Well I managed to have a short play with an A7R this evening with my Zeiss 21 attached via a metabones adaptor. Probably didn't have enough time to play with it to be honest. First impressions are good although the menus are a bit complex compared to the D800E. IQ wise very impressed, certainly on par with my Nikon from the 10 odd shots I took. Another thing I noticed is that the corner colour shading I get on my Nikon with the Zeiss is completely eliminated which is a bonus. Still not sure how the focus peaking works so will have to read up a bit more - seemed to have quite a bit of tolerance - even at f2.8 close focus, some of the far background was shaded in red. Its a good camera but so different design wise it almost feels like a toy.
My biggest concern is that it feels like I'm downgrading........this is a problem for me. Need to have a bit of a think to be sure.
The menus are a nightmare I agree. The good thing is the amount of buttons that you can customise to nearly anything you want, unlike Canon who say this button can be this feature or this pretty much.
The corner shading is interesting, I was going to say is the auto lens correction on in camera but I don't think Metabones communicates for that information. Maybe it is a benefit of mirrorless that I am yet to discover due to the flange distance or something else?
Personally with regard to focus peaking I am not convinced it is for us landscapers. I have assigned it to a custom button, set it to 'mid' and 'yellow' then also set another custom button to change the picture profile to B & W to make it more visible then tried using it as an aid to establish what aperture to use for required depth of field. Then turned it off, and changed back to colour and magnified near and far points of focus to check critical focus. Which for me so far the focus peaking has not achieved...(Also as you stop down diffraction possibly kicks in and reduces the amount of high contrast edges visible and the focus peaking seems to drop off in certain scenes?)
Do you use a depth of field preview button on your Nikon when focussing Neil, or do you focus wide open where you think it should be then stop down after? Bear in mind the Sony will be stopped down to whatever aperture you are at anyway. One cool feature with with the Sony is (assuming you are not shooting shutter priority) if you want to zoom in to a dark bit of the scene to check focus but the monitor brightness is set a bit low (to save the rubbish battery!) you can just up the exposure compensation to brighten what you are seeing and make it easier to check. Then hit the 'disp' button to scroll onto the live histogram and set it correct. Coming from Canon this is an advantage because if you have exposure simulation previewed when you focus with the dof preview button depressed it all goes dark. If you don't have exposure simulation enabled the screen nicely brightens automatically as you move around zoomed in but you don't get live histogram!

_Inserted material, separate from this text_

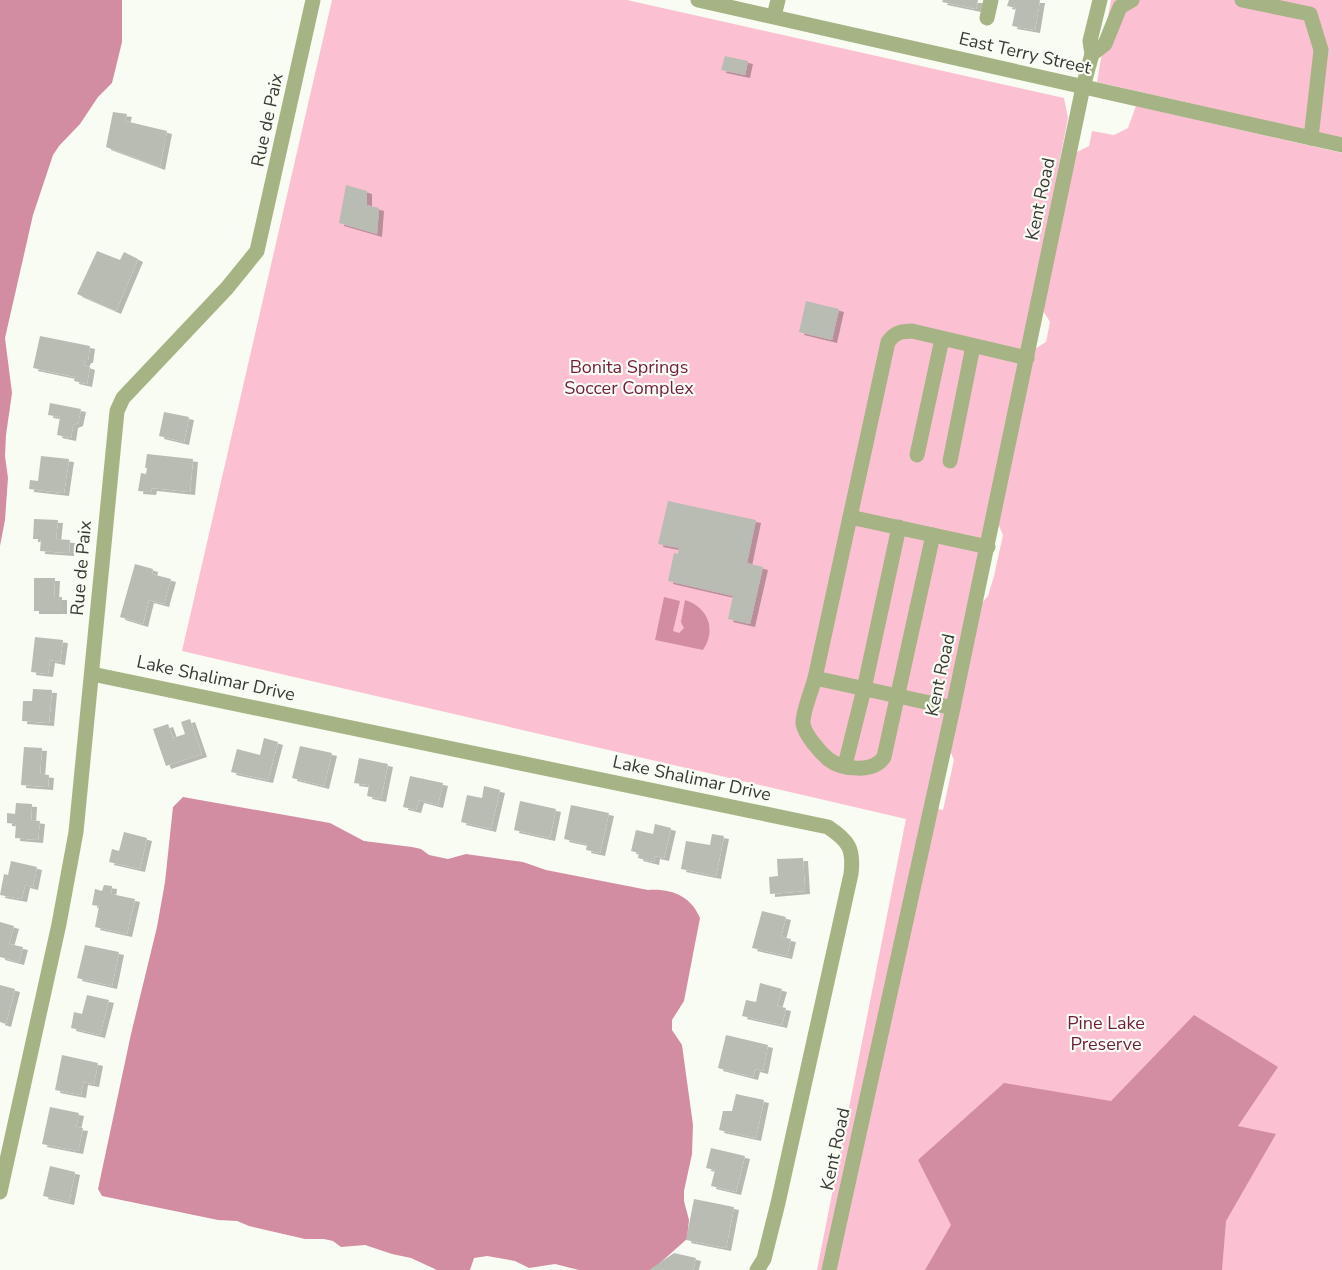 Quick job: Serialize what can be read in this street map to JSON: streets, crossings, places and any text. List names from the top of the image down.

I actually think the camera for you may be the D810 if it has better live view implementation? I don't know much about Nikons but it may be similar to the 5d2/3 where the IQ is very similar but the 5d3 gets a better screen making it more usable in some ways.
The only reason to go Sony is to save weight. Which, let's face it the D750 may achieve (if it has good enough live view compared to your D800) as without the extra batteries and lens adapters will be the same weight anyway.
I'm pleased with my Sony, but then I have not had this sort of dynamic range before, the files are superb. If you are after an IQ upgrade it seems you will have to save up for the A7r2 to really enjoy that benefit perhaps?